ドバイの農園

 

 

近年急速な経済発展を遂げたドバイでは、いまでも伝統的な生活様式が現地の人々により守られています。海岸沿いにある現在の中心街から車で約30分、アル・アウィール(al-Aweer)地域は、ドバイ首長国東側に点在する天然のオアシスの一つです。地下水が豊富なこの地域では、伝統的に農耕が営まれてきました。

 

地元でGhafと呼ばれるマメ科の高木(Prospopis cineraria)は、乾燥に強く、美しい常緑樹で、アラブ首長国連邦の国家を象徴する木とされています。ラクダの餌となり、また砂漠における日陰、そして薪として重宝されました。ナツメヤシ(デーツ)は、貴重な栄養源として、また建築資材、日本における竹のような手工芸の材料として、古くから人々に愛され、用いられてきました。この地の人々は、ラクダを使った交易の民の末裔として、真珠などの海の幸、近代では石油や天然ガスを主な交易品として外貨を獲得する一方、伝統的な居住地をオアシスに設営し、地域の気象環境に適応する作物を育て、自給していた歴史を持っています。

 

近年では、ヨーロッパから移入されたグリーンハウスを用いた栽培法も用いられていますが、夏季の厳しい気象条件に対応するために、通常、パッドアンドファン(P&F、気化冷却システム)が設置されています。このシステムでは、パッド部分に地下水を滴下させ、ハウスの反対側にあるファン(大型送風機)を駆動させることで、パッドを通過してハウス内に入る外気が、気化熱により冷やされる原理を利用し、ハウス内の温度を下げることができます。一方で、ハウス冷却用に大量の地下水が消費されることが、限られた地下水源を枯渇される一因として問題にもなっています。

 

一部、地域の利用可能な地下水の使用許容量を大きく上回った地下水が無計画に汲み上げられ続けたことで、土壌への海水の浸水を招き、地下水塩化が進行しているとされています。持続可能な農業への取り組みは、地元の実情に適応した範囲で、地下水の過剰利用を抑える必要があると共に、現地の多くの小規模農家の収入源を守るという問題も同時に解決する必要があります。

 

病害、雑草の少ない砂地、豊富な太陽光、冬でも温暖な気候など、適切な灌漑技術と組み合わせれば、植物の栽培に魅力的な条件が現地には存在しています。

 

 

ドバイ、アル・アウィール(Al-Aweer)の農園。園内には樹齢300年と言われるオリーブの木がある。

 

グリーン・ハウス内に設置された、パッドアンドファン(P&Fシステム)のファン部分。
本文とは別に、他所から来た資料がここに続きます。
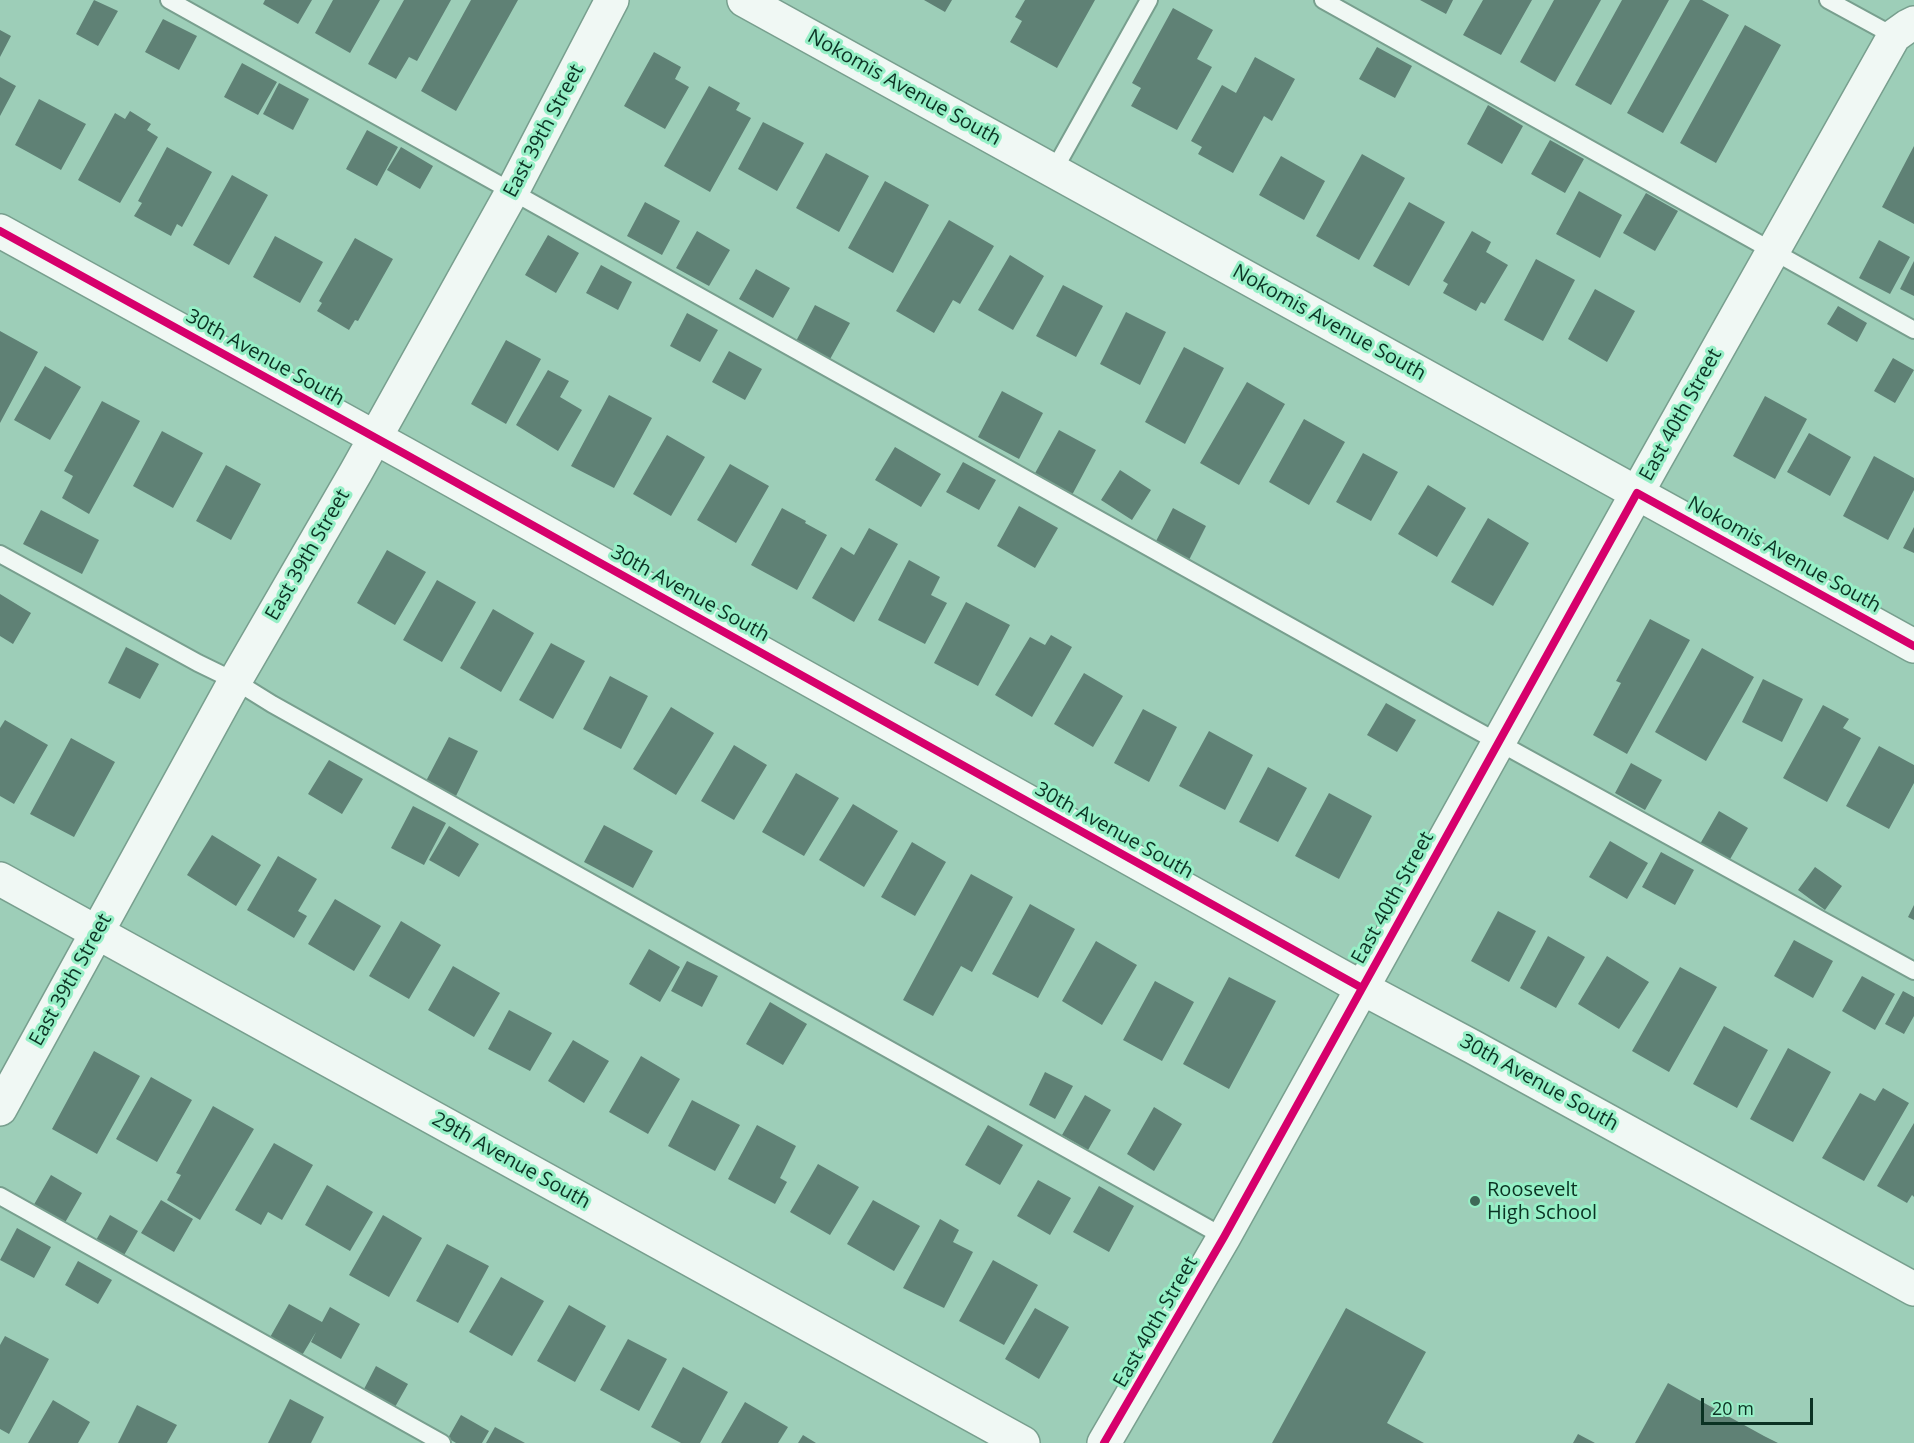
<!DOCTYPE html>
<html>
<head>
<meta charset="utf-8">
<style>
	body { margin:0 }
	#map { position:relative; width:1914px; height:1443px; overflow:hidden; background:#9dceb8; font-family:"Open Sans",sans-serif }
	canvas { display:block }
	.scale { position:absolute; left:1701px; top:1398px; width:112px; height:27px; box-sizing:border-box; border:3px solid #0b3223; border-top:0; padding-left:8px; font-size:18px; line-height:21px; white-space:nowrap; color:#0b3223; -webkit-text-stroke:4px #96efc6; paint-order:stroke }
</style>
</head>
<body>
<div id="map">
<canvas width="1914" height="1443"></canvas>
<div class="scale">20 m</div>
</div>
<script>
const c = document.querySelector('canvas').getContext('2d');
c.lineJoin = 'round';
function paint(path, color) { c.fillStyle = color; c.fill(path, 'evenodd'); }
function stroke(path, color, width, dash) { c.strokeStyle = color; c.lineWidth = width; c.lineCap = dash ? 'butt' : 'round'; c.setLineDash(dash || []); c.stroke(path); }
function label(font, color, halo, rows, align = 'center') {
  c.font = font + ' "Open Sans",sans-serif'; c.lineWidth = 6; c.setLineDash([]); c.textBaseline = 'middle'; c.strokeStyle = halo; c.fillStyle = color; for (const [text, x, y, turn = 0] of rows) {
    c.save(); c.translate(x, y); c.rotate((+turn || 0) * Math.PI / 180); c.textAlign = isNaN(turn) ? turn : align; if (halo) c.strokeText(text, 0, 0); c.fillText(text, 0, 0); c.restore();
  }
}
paint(new Path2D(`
	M 94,0 L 118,11 L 98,46 L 76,34 Z
	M 265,0 L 312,0 L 298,24 L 263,4 Z
	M 333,0 L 380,0 L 350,53 L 315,33 Z
	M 404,0 L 451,0 L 417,61 L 409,57 L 396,79 L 368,64 Z
	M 471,0 L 518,0 L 456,111 L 421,91 Z
	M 924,0 L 952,0 L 945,12 Z
	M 1025,0 L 1095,0 L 1057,68 L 1010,42 L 1022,21 L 1015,17 Z
	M 1420,0 L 1453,0 L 1446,14 Z
	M 1483,0 L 1532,0 L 1501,55 L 1463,35 Z
	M 1554,0 L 1601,0 L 1555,82 L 1520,62 Z
	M 1622,0 L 1669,0 L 1611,105 L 1575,85 Z
	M 1690,0 L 1702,0 L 1729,15 L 1663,133 L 1627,113 Z
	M 1173,8 L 1213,30 L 1197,59 L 1212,67 L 1177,130 L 1131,106 L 1141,88 L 1132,83 Z
	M 163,19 L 197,36 L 179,70 L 145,52 Z
	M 1745,25 L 1781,45 L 1716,163 L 1680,143 Z
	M 0,30 L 11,36 L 0,57 Z
	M 1377,47 L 1412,66 L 1395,98 L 1359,79 Z
	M 654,52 L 681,67 L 675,79 L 689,87 L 665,129 L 624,106 Z
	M 1255,57 L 1295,79 L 1272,121 L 1264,116 L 1233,173 L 1198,154 L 1202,147 L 1191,141 L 1222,85 L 1236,93 Z
	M 242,63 L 277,82 L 258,115 L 224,97 Z
	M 0,77 L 16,86 L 0,116 Z
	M 279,83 L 309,99 L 293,130 L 263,114 Z
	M 709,86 L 740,103 L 736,110 L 751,118 L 710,192 L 664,166 Z
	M 39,99 L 86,124 L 61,170 L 15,145 Z
	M 1488,105 L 1523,126 L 1502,164 L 1467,144 Z
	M 130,111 L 151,124 L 147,130 L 158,137 L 120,203 L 78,180 L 115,113 L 125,119 Z
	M 763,122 L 804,143 L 777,191 L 738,169 Z
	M 367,130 L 398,147 L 377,186 L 346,169 Z
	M 1550,140 L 1584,159 L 1565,193 L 1531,174 Z
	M 1914,146 L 1914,224 L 1882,207 Z
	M 167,147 L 212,172 L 182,227 L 177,224 L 171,236 L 134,216 L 142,203 L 138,201 Z
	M 401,147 L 433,166 L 420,189 L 387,170 Z
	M 826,153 L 869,176 L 839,232 L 796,208 Z
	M 1362,154 L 1405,178 L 1359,260 L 1316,236 Z
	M 1281,156 L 1325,181 L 1304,220 L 1259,195 Z
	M 232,175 L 268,195 L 229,265 L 193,245 Z
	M 885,181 L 929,205 L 893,273 L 848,248 Z
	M 1579,191 L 1622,215 L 1600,258 L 1556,234 Z
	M 1646,193 L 1678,211 L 1655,251 L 1623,233 Z
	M 645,202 L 680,221 L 662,255 L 627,236 Z
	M 1409,202 L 1445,222 L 1409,286 L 1373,266 Z
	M 949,220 L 994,246 L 960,304 L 953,300 L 934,333 L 896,311 Z
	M 697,231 L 730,250 L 709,286 L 676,268 Z
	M 1472,231 L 1491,242 L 1486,252 L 1508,265 L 1485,304 L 1481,302 L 1476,311 L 1443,293 L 1448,284 L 1443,281 Z
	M 548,235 L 579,253 L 556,293 L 525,275 Z
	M 275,236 L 323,262 L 300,303 L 253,277 Z
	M 355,238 L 393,259 L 358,321 L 355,320 L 349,330 L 317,311 L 322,303 L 319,301 Z
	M 1879,240 L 1910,257 L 1890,294 L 1859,278 Z
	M 1010,255 L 1044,276 L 1013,330 L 978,310 Z
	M 1536,259 L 1575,280 L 1543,341 L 1504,320 Z
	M 1914,261 L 1914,296 L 1900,289 Z
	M 601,265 L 632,282 L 618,310 L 586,293 Z
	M 756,269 L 790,288 L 773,318 L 739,299 Z
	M 1063,285 L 1103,306 L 1076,357 L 1036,336 Z
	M 1595,289 L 1635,311 L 1607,362 L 1568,339 Z
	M 815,305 L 850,323 L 829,361 L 795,343 Z
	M 1838,306 L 1867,323 L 1857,342 L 1827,324 Z
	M 1126,312 L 1166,332 L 1140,385 L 1100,364 Z
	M 687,313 L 718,330 L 700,362 L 670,346 Z
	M 0,331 L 38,352 L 0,423 Z
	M 506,340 L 541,359 L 506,424 L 471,404 Z
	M 1184,347 L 1224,368 L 1185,444 L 1145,422 Z
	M 729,351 L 762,369 L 745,400 L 712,382 Z
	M 1893,358 L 1914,370 L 1895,403 L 1874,391 Z
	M 45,366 L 81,387 L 50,440 L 14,420 Z
	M 548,370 L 569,381 L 560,397 L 582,410 L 558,451 L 516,425 Z
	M 1247,382 L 1285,404 L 1239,485 L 1200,463 Z
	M 1002,391 L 1043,413 L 1019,459 L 978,437 Z
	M 609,395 L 652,418 L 614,488 L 571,466 Z
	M 1765,396 L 1807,419 L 1775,479 L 1733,456 Z
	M 102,401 L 140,421 L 89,514 L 62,498 L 73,476 L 64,471 Z
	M 1304,419 L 1345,442 L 1309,505 L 1269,482 Z
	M 1059,430 L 1096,450 L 1072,495 L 1034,475 Z
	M 162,431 L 203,453 L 173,508 L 133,486 Z
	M 1809,433 L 1851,457 L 1830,496 L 1787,472 Z
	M 667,435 L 705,457 L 671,516 L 633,494 Z
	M 895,447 L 941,474 L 921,507 L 875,480 Z
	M 1363,453 L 1398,472 L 1371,521 L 1336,502 Z
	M 1874,456 L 1914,478 L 1914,490 L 1888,540 L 1843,516 Z
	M 963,462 L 996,480 L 979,510 L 946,492 Z
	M 730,464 L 769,486 L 736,543 L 697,520 Z
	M 226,465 L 261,484 L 231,540 L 196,521 Z
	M 1120,470 L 1151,490 L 1132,520 L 1101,500 Z
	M 1428,485 L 1466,508 L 1437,557 L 1398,534 Z
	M 1019,506 L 1058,528 L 1035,568 L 997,546 Z
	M 782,508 L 806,521 L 805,523 L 827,535 L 797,590 L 751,565 Z
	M 1173,508 L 1206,526 L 1189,560 L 1155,543 Z
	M 41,510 L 99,540 L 82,574 L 23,544 Z
	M 1488,518 L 1529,543 L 1493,606 L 1451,582 Z
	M 1914,527 L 1914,553 L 1903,548 Z
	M 869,528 L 898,544 L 854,622 L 812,598 L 841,547 L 854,555 Z
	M 387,550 L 426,572 L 395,625 L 357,603 Z
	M 909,560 L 940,577 L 931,595 L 947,603 L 925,644 L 878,620 Z
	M 437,580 L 476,602 L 442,662 L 403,640 Z
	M 0,594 L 31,613 L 13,644 L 0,636 Z
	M 966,602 L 1010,625 L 978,686 L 934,663 Z
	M 493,609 L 534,633 L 501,692 L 460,668 Z
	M 1650,619 L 1690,640 L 1627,754 L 1593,735 L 1621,683 L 1616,681 Z
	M 1051,635 L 1072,647 L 1032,717 L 995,695 L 1030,637 L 1045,645 Z
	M 551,643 L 585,661 L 553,719 L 519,700 Z
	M 126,647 L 159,664 L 140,699 L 108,683 Z
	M 1702,648 L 1754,677 L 1706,761 L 1655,732 Z
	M 1084,673 L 1123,696 L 1093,747 L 1054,724 Z
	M 610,676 L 648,696 L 621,749 L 583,729 Z
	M 1763,679 L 1803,699 L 1782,742 L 1742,722 Z
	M 1386,703 L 1416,720 L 1397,752 L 1367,735 Z
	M 1823,705 L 1849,719 L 1843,728 L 1861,738 L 1827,802 L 1783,778 Z
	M 671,707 L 714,733 L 676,795 L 633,769 Z
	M 1143,709 L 1177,727 L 1149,782 L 1114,763 Z
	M 5,720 L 48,745 L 14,804 L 0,796 L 0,728 Z
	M 1209,731 L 1253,755 L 1225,810 L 1179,786 Z
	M 449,737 L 478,751 L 456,796 L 426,781 Z
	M 71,738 L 115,762 L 74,837 L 30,814 Z
	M 734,745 L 767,765 L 734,820 L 701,801 Z
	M 1879,746 L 1914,765 L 1914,783 L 1889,829 L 1846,806 Z
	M 329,760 L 363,779 L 342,814 L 308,794 Z
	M 1631,763 L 1662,780 L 1645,810 L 1615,793 Z
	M 1268,767 L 1307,788 L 1278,842 L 1239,822 Z
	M 796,773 L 839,798 L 804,856 L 762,832 Z
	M 1329,793 L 1372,816 L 1339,879 L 1295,856 Z
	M 853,804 L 898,831 L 864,887 L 819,860 Z
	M 413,806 L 446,823 L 424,865 L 391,848 Z
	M 1719,811 L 1748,828 L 1729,861 L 1700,844 Z
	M 604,825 L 653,851 L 633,888 L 584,862 Z
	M 449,826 L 479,844 L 459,877 L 429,860 Z
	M 212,835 L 261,865 L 236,906 L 187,875 Z
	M 1610,841 L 1648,863 L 1627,899 L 1589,877 Z
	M 912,842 L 946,862 L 915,916 L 881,897 Z
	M 1661,852 L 1694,870 L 1675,905 L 1642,887 Z
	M 278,856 L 317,879 L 298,911 L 307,916 L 294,938 L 247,910 Z
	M 1815,867 L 1842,886 L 1825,910 L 1798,890 Z
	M 971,874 L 1013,897 L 972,972 L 961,966 L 933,1016 L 903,1000 Z
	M 335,899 L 381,926 L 354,971 L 308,944 Z
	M 1030,904 L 1075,929 L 1038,998 L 992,974 Z
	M 1914,905 L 1914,920 L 1908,917 Z
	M 1498,911 L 1536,931 L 1509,982 L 1471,961 Z
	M 401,921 L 441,945 L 409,999 L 369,976 Z
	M 1548,936 L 1585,957 L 1556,1008 L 1520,988 Z
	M 1794,940 L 1833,961 L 1813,998 L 1774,976 Z
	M 1096,941 L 1137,965 L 1102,1025 L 1062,1001 Z
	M 649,949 L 680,967 L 660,1002 L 629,984 Z
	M 1607,956 L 1649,982 L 1619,1029 L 1578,1004 Z
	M 687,961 L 718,976 L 702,1007 L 671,991 Z
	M 453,966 L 500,993 L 474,1037 L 428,1010 Z
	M 1680,967 L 1717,987 L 1669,1072 L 1632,1051 Z
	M 1862,976 L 1895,994 L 1875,1030 L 1842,1011 Z
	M 1229,977 L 1276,1001 L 1229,1089 L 1183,1064 Z
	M 1155,981 L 1194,1002 L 1162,1061 L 1123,1040 Z
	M 1903,991 L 1914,997 L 1914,1016 L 1904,1034 L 1885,1024 Z
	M 770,1002 L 807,1024 L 783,1065 L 746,1044 Z
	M 509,1010 L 552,1033 L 530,1071 L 488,1049 Z
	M 1724,1026 L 1768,1050 L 1737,1108 L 1693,1084 Z
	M 573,1040 L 609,1061 L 584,1103 L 548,1081 Z
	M 1788,1048 L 1831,1072 L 1793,1142 L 1750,1119 Z
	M 94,1051 L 140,1076 L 97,1154 L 52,1129 Z
	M 641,1056 L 680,1079 L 648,1134 L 609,1112 Z
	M 1045,1072 L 1073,1086 L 1055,1119 L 1029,1105 Z
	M 151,1077 L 192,1100 L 157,1162 L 116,1139 Z
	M 1883,1088 L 1909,1103 L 1864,1181 L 1822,1158 L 1860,1093 L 1875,1101 Z
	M 1085,1095 L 1111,1110 L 1088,1150 L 1062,1135 Z
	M 692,1100 L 740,1125 L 715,1171 L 668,1146 Z
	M 213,1106 L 254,1129 L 200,1220 L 167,1200 L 181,1175 L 176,1173 Z
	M 1154,1107 L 1182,1124 L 1154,1171 L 1127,1154 Z
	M 1914,1123 L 1914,1197 L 1912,1195 L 1907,1203 L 1877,1186 Z
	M 757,1125 L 796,1146 L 780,1178 L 787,1182 L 775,1204 L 728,1179 Z
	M 988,1125 L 1023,1145 L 1000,1185 L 965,1165 Z
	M 274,1143 L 313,1165 L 282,1220 L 268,1212 L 261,1225 L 235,1210 Z
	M 818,1164 L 859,1187 L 830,1235 L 790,1212 Z
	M 51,1175 L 82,1193 L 63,1226 L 32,1208 Z
	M 1038,1180 L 1071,1198 L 1050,1235 L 1017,1216 Z
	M 327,1185 L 373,1212 L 350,1251 L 305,1225 Z
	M 1099,1186 L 1134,1206 L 1109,1252 L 1073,1232 Z
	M 161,1200 L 193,1219 L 174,1252 L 141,1233 Z
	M 873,1200 L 920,1226 L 894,1271 L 847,1244 Z
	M 110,1215 L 138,1231 L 123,1257 L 95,1242 Z
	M 383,1215 L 422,1238 L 389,1297 L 349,1275 Z
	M 940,1219 L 959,1230 L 953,1242 L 973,1252 L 944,1308 L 903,1288 Z
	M 17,1228 L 51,1247 L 34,1278 L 0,1260 Z
	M 447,1244 L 489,1266 L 458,1323 L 416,1301 Z
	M 993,1260 L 1038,1285 L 1004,1345 L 959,1321 Z
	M 78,1261 L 112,1280 L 98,1304 L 65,1285 Z
	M 501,1277 L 544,1301 L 512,1356 L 469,1332 Z
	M 289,1304 L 322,1322 L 330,1307 L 360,1324 L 341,1359 L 311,1342 L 316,1332 L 301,1357 L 269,1339 Z
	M 569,1305 L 606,1326 L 575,1382 L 537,1361 Z
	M 1035,1308 L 1069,1327 L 1039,1379 L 1005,1359 Z
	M 1346,1308 L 1426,1352 L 1387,1423 L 1424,1443 L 1272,1443 Z
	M 5,1336 L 49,1359 L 9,1434 L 0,1429 L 0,1345 Z
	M 628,1339 L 667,1359 L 639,1411 L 600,1390 Z
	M 376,1366 L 408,1384 L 395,1407 L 364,1389 Z
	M 683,1367 L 728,1392 L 700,1443 L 681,1443 L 651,1427 Z
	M 1668,1383 L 1764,1436 L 1778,1443 L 1635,1443 Z
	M 290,1399 L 324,1417 L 311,1443 L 268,1443 Z
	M 53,1400 L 90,1422 L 78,1443 L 28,1443 Z
	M 745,1402 L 788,1427 L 778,1443 L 721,1443 Z
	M 137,1405 L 177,1425 L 167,1443 L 118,1443 Z
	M 461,1415 L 489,1431 L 482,1443 L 456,1443 L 448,1438 Z
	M 495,1427 L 525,1443 L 486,1443 Z
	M 1578,1434 L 1595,1443 L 1573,1443 Z
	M 803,1435 L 816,1443 L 798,1443 Z`), '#5f8175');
const service = new Path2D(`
	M 169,0 L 1456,719 L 1914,971
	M 1323,0 L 1914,330
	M 1828,0 L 1894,36
	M 1054,170 L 1149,0
	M 0,554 L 198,663 L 235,681 L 272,704 L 1224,1237
	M 0,1196 L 442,1443`);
const minor = new Path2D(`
	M 744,0 L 1914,646
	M 0,231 L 405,454 L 1362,988 L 1473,1047 L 1914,1289
	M 0,879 L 1023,1443
	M 0,1109 L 235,681 L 356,472 L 512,192 L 612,0
	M 1104,1443 L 1224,1237 L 1652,466 L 1894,36 L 1908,26 L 1914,23`);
stroke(service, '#789f8e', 20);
stroke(minor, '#789f8e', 36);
stroke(service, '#f0f8f4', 16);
stroke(minor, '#f0f8f4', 33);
stroke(new Path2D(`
	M 0,231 L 405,454 L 1362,988
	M 1104,1443 L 1224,1237 L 1637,493 L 1914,646`), '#d6006c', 8);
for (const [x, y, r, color] of [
	[1475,1201,6,"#3e6957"]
]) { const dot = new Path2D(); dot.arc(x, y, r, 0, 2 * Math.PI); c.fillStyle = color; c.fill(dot); stroke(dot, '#96efc6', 2); }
label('20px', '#0b3223', '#96efc6', [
	["Nokomis Avenue South",904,88,29],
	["East 39th Street",544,131,-62],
	["Nokomis Avenue South",1329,323,29],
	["30th Avenue South",265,358,29],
	["East 40th Street",1681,415,-61],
	["East 39th Street",308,555,-60],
	["Nokomis Avenue South",1784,555,29],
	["30th Avenue South",690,594,29],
	["30th Avenue South",1114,831,29],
	["East 40th Street",1393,898,-61],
	["East 39th Street",71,980,-61],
	["30th Avenue South",1539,1083,29],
	["29th Avenue South",511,1161,29],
	["East 40th Street",1156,1322,-60]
]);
label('20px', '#0b3223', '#96efc6', [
	["Roosevelt",1487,1190],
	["High School",1487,1213]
], 'left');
</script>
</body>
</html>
P&Fシステムが稼働していない場合、ハウス内の温度は70度を越す。気化冷却の原理を使って、ハウス内の温度を下げている。

 

ハウス内ではパイナップルを栽培。

天井には日除けのための幕が備えられている。

 

砂地における栽培。

点滴灌漑用のホースを用いて、無駄な水の消費を防いでいる。

ナツメヤシの葉で作った屋根で、マンゴーの木などの日除けを作っている。